Today was an amazing day.
It was amazing because I chose not to allow myself to feel bad. Without realizing it, I'm a pro at feeling bad. Which is really kind of funny since if you'd asked me I would have considered myself a rather happy-go-lucky person. The image I had was of the kid who was always smiling, always ready with a laugh.
But then I started thinking about the last time I really laughed. I mean, the holding my sides falling on my butt kind of laughing and I couldn't remember. I also couldn't remember the last time I'd actually felt good, really good like I wanted to whistle or hum a tune.
My days have been chock full of badness. My every day has been about piling on regret after regret until I wake up facing the Mt. Everest of Regret each day. No wonder I've been achy and cranky. No wonder I'm exhausted before I get out of the bed. No wonder I haven't been able to tell one day from the other- it's all been a blur of misery.
The saddest realization for me has been the fact that all of this misery has been self-inflicted. It's been so easy over the years to point fingers at everyone and everything. I could have won first prize in the, "If only..." contest. If only, this would happen or that person would be, then I could... (fill in the blank).

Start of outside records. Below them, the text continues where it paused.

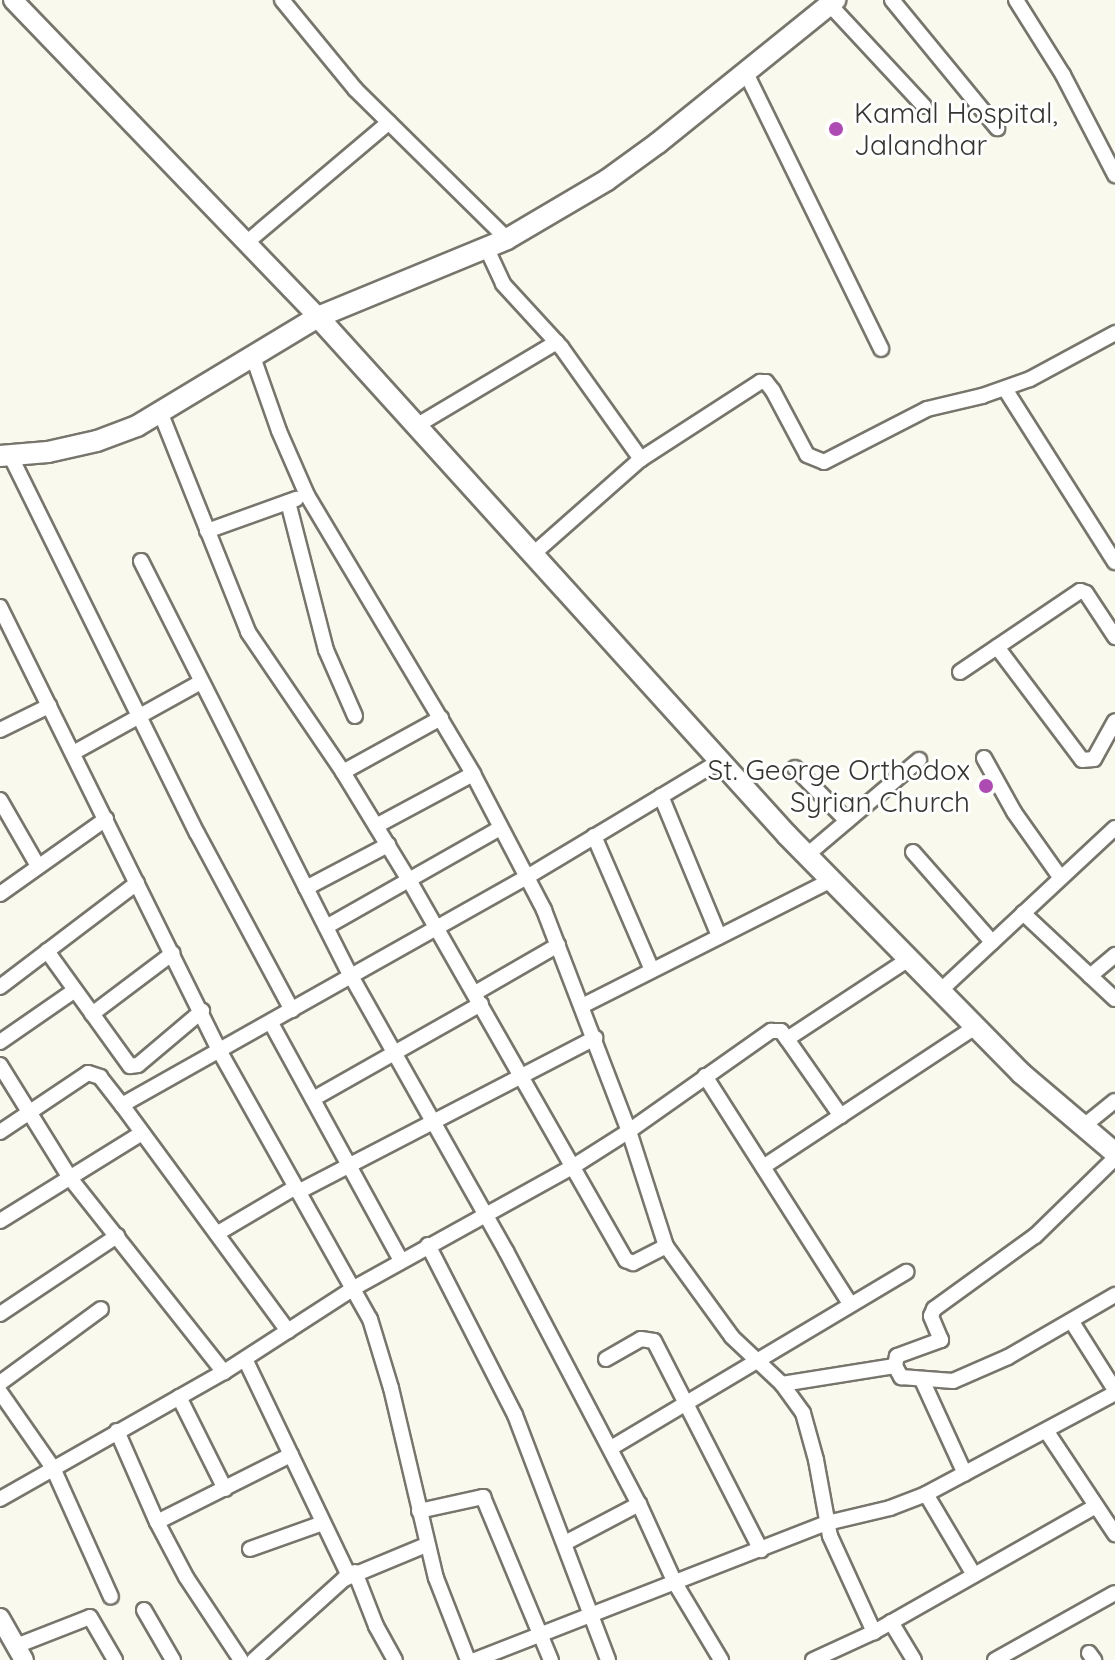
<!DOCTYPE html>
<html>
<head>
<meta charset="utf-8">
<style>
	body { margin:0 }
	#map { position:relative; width:1115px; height:1660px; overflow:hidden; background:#faf9ee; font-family:Quicksand,sans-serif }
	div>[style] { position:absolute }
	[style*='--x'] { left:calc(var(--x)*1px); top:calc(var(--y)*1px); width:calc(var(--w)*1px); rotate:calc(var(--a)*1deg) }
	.roads { filter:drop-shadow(2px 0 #77756c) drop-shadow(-2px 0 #77756c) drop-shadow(0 2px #77756c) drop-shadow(0 -2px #77756c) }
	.minor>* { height:14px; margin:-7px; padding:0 7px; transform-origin:7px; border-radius:7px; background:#fff }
	.tertiary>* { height:18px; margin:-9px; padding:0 9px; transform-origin:9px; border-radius:9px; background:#fff }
	.secondary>* { height:20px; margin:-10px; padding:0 10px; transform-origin:10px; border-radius:10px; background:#fff }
	.dots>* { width:22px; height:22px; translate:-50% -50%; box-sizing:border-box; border:4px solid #fff; border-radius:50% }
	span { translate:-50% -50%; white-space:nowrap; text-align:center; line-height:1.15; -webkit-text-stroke:6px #fff; paint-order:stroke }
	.poi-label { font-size:28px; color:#353531 }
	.left { translate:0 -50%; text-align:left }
	.right { translate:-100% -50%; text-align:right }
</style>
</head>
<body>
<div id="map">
	<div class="roads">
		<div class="minor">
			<div style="--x:282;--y:0;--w:115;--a:50.6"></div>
			<div style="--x:355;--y:89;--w:214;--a:44.6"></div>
			<div style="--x:892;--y:0;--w:166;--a:50.6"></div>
			<div style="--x:1016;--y:0;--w:89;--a:57.9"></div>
			<div style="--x:1063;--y:75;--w:113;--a:62.5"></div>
			<div style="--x:830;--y:5;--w:138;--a:47.1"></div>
			<div style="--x:747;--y:75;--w:305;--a:63.9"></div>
			<div style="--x:246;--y:243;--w:187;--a:-40.2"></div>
			<div style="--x:487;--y:249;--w:38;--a:65"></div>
			<div style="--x:503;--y:284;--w:86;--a:47.4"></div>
			<div style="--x:561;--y:347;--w:138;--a:54.5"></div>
			<div style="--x:253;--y:357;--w:78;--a:70.6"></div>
			<div style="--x:279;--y:431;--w:70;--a:66.4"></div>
			<div style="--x:307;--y:495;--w:325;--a:59.2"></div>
			<div style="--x:473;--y:774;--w:153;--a:62.4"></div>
			<div style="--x:544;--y:910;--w:237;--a:69"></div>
			<div style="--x:629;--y:1131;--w:121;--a:72.2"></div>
			<div style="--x:666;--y:1246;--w:112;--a:54"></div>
			<div style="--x:732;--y:1337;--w:69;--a:43.2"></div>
			<div style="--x:782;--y:1384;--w:36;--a:54"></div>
			<div style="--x:803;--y:1413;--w:49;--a:74.5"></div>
			<div style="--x:816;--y:1460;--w:77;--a:79.6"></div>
			<div style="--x:830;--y:1536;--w:106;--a:65.4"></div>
			<div style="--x:1005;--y:389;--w:205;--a:57.6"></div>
			<div style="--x:161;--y:414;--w:235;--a:68.2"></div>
			<div style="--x:248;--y:632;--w:169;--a:55.8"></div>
			<div style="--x:343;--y:772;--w:127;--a:58.6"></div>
			<div style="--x:409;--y:880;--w:438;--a:60.3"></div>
			<div style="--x:626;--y:1260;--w:8;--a:23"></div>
			<div style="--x:633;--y:1263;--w:37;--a:-27"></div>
			<div style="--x:416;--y:426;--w:164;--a:-30.8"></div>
			<div style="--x:10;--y:455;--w:422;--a:63.7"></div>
			<div style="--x:197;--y:833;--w:201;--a:61.8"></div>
			<div style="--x:288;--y:502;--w:153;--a:75.6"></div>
			<div style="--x:326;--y:650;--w:72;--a:66.3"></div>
			<div style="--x:207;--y:531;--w:95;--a:-19.8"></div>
			<div style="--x:532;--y:555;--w:145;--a:-41.4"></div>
			<div style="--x:641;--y:459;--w:142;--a:-32.9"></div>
			<div style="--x:760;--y:382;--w:6;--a:0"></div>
			<div style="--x:766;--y:382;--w:11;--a:52"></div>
			<div style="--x:773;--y:391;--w:72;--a:62"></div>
			<div style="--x:807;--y:455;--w:18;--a:22"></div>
			<div style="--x:824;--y:462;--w:116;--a:-27.2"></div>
			<div style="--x:927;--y:409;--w:57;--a:-13.3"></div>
			<div style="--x:982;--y:396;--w:51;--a:-19.5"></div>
			<div style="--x:1030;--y:379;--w:97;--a:-28.4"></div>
			<div style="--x:141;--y:561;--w:465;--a:63.2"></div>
			<div style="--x:351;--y:976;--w:316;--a:60.6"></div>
			<div style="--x:506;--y:1251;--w:286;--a:62.3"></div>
			<div style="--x:639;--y:1504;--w:87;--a:65.5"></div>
			<div style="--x:675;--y:1583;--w:90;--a:59.1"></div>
			<div style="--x:0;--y:607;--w:496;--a:63.7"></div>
			<div style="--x:220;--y:1052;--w:306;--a:60.7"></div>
			<div style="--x:370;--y:1319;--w:72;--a:73.1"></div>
			<div style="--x:391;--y:1388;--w:195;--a:76.7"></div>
			<div style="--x:436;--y:1578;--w:88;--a:68.7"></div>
			<div style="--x:997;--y:647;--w:141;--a:53"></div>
			<div style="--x:1082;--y:760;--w:12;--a:-5"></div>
			<div style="--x:1094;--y:759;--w:43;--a:-61.1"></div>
			<div style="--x:960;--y:672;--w:145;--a:-34"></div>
			<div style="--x:1080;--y:591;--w:6;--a:18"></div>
			<div style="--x:1086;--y:593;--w:53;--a:56.6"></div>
			<div style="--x:0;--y:730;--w:55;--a:-26.1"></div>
			<div style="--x:73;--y:753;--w:146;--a:-29"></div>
			<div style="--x:984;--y:758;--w:62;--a:60.9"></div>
			<div style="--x:1014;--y:812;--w:80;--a:54.7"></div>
			<div style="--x:795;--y:768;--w:74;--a:45.5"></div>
			<div style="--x:343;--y:772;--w:112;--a:-28.9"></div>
			<div style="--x:661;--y:796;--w:152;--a:67.5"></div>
			<div style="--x:0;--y:800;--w:76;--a:60.1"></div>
			<div style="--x:376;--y:826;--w:110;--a:-28.2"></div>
			<div style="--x:594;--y:836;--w:146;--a:66.6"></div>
			<div style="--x:913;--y:852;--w:120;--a:48.7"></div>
			<div style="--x:807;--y:855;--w:147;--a:-40.3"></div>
			<div style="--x:306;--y:888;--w:93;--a:-27.7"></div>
			<div style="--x:0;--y:894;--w:130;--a:-35.3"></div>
			<div style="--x:1023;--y:913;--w:126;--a:43.1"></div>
			<div style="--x:326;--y:927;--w:200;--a:-29.6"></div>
			<div style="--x:47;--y:951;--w:142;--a:54.2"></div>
			<div style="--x:130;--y:1066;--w:8;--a:-7"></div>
			<div style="--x:138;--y:1065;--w:84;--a:-40.2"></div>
			<div style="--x:1090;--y:976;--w:33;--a:-40"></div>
			<div style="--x:0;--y:987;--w:172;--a:-37.2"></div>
			<div style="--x:940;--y:991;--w:239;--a:-43"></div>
			<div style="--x:475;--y:993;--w:96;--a:-30"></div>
			<div style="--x:582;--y:1006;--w:279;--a:-26.8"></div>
			<div style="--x:92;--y:1014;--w:101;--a:-37"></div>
			<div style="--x:271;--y:1023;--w:270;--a:61.3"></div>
			<div style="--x:787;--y:1039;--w:146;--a:-33.3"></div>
			<div style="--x:0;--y:1042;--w:91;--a:-34.7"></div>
			<div style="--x:0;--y:1065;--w:133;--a:58.2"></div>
			<div style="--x:70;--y:1178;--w:248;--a:51.6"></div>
			<div style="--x:705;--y:1076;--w:270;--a:57.5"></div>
			<div style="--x:313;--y:1099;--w:193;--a:-29.5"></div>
			<div style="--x:1085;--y:1125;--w:38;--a:-39"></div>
			<div style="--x:0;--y:1132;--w:106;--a:-33.8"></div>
			<div style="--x:88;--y:1073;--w:13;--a:18"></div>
			<div style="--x:100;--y:1077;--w:36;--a:52"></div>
			<div style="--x:763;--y:1167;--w:254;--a:-33.4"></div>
			<div style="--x:298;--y:1192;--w:335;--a:-27.4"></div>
			<div style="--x:0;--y:1221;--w:167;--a:-31.8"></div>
			<div style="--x:218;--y:1233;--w:88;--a:-30.6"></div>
			<div style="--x:428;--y:1245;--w:191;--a:62.9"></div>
			<div style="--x:515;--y:1415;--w:262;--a:69.2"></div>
			<div style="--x:0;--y:1314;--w:141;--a:-33.7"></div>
			<div style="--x:1072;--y:1322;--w:80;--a:57.7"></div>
			<div style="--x:288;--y:1331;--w:280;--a:-126.3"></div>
			<div style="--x:122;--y:1105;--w:465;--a:-29.4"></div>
			<div style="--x:527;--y:877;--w:225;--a:-31"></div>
			<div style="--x:245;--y:1359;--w:241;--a:64.4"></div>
			<div style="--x:606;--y:1359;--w:40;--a:-29.7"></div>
			<div style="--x:641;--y:1339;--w:13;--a:9"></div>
			<div style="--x:654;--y:1341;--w:235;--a:62.9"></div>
			<div style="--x:895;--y:1366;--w:10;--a:-79"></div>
			<div style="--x:897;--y:1356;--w:47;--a:-20"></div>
			<div style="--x:941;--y:1340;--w:26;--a:-113"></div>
			<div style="--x:931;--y:1316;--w:8;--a:-67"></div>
			<div style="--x:934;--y:1309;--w:125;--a:-35.9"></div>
			<div style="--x:1035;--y:1236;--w:112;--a:-44.3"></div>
			<div style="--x:922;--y:1380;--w:103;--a:65.4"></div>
			<div style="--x:0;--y:1383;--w:125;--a:-36.2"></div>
			<div style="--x:782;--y:1384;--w:114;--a:-9.1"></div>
			<div style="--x:895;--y:1366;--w:13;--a:61"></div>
			<div style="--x:901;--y:1377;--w:52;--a:4.4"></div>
			<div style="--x:953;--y:1381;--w:60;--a:-23.6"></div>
			<div style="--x:1008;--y:1357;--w:124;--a:-30.1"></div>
			<div style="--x:0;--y:1392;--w:93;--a:55.1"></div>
			<div style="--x:53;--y:1468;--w:141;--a:65.8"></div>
			<div style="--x:179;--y:1397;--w:103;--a:63.4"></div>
			<div style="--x:117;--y:1431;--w:99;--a:66.3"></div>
			<div style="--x:157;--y:1522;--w:62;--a:62.2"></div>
			<div style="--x:186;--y:1577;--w:100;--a:56.5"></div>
			<div style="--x:1047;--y:1432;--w:123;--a:56.3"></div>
			<div style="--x:611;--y:1448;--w:344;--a:-30.8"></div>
			<div style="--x:926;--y:1494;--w:94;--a:59.3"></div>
			<div style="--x:0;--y:1499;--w:257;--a:-29.6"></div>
			<div style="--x:224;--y:1372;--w:155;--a:-32.9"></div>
			<div style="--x:354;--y:1288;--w:252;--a:-29"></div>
			<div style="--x:574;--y:1166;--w:65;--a:-32.5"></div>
			<div style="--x:629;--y:1131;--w:174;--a:-35.2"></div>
			<div style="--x:771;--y:1031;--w:10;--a:0"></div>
			<div style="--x:781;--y:1031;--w:10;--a:53"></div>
			<div style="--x:787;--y:1039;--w:94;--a:55"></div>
			<div style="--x:419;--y:1511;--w:66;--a:-12.3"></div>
			<div style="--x:483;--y:1497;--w:177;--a:67.4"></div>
			<div style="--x:157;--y:1522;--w:150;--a:-26.6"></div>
			<div style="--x:565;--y:1543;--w:84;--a:-27.8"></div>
			<div style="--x:250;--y:1549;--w:77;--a:-19.6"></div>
			<div style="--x:355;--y:1572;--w:58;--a:68.7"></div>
			<div style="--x:376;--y:1626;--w:39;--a:61"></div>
			<div style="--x:144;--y:1610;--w:58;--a:59.9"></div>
			<div style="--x:891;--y:1622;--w:44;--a:58.8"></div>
			<div style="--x:16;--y:1646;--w:79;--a:-21.4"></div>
			<div style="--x:90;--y:1617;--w:50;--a:59.8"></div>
			<div style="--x:1089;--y:1653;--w:9;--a:54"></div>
			<div style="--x:254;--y:1660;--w:121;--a:-42"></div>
			<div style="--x:344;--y:1579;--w:89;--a:-22.5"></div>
			<div style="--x:475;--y:1660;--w:378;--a:-21.3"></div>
			<div style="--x:827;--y:1523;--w:65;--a:-13.4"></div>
			<div style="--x:890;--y:1508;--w:39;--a:-21"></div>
			<div style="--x:926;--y:1494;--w:214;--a:-28.1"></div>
			<div style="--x:813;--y:1660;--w:67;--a:-24.7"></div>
			<div style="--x:874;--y:1632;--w:255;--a:-29.6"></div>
			<div style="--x:995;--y:1660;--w:137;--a:-29.2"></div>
		</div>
		<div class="tertiary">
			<div style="--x:13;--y:0;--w:440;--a:46.1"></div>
			<div style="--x:0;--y:1618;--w:48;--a:60.3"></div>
		</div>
		<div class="secondary">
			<div style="--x:318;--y:317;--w:699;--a:47.84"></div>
			<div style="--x:787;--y:835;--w:334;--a:45.5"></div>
			<div style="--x:1021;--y:1073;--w:123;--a:40.4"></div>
			<div style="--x:0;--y:456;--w:48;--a:-4.8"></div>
			<div style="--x:48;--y:452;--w:50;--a:-12.7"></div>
			<div style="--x:97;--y:441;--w:43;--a:-20.6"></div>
			<div style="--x:137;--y:426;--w:211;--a:-31.1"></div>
			<div style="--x:318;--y:317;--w:204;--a:-22.4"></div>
			<div style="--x:507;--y:239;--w:116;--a:-30.5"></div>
			<div style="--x:607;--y:180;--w:63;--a:-36"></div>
			<div style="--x:658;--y:143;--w:228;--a:-38.9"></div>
		</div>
	</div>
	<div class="dots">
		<div style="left:836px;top:129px;background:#ae4bb2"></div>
		<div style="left:986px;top:786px;background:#ae4bb2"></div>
	</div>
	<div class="poi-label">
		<span class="left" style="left:854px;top:129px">Kamal Hospital,<br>Jalandhar</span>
		<span class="right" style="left:970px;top:786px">St. George Orthodox<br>Syrian Church</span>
	</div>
</div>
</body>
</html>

So much wasted time and hours wallowing in misery but not today.
Today was different. When the negative thoughts formed, I pushed them away. It's not like I ignored them. Ignoring them would only mean they would return at some point of weakness. No, I carefully analyzed the thought, put it in a rational perspective and then dismissed it when I realized it was nothing more than a thought that would keep me mired down in the muck. Once I did this, it was gone. I was free (and not just metaphorically).
There was no more blur. My vision was clear. I had the kind of energy I remember possessing as a child when there were no cares, no misery. I set out time to write and I really did it. I finished a Chapter and started another. I cleaned. I spent time with my kids. There was no crankiness, no sadness, no fatigue. It was a brilliant day and tomorrow looks just as brilliant.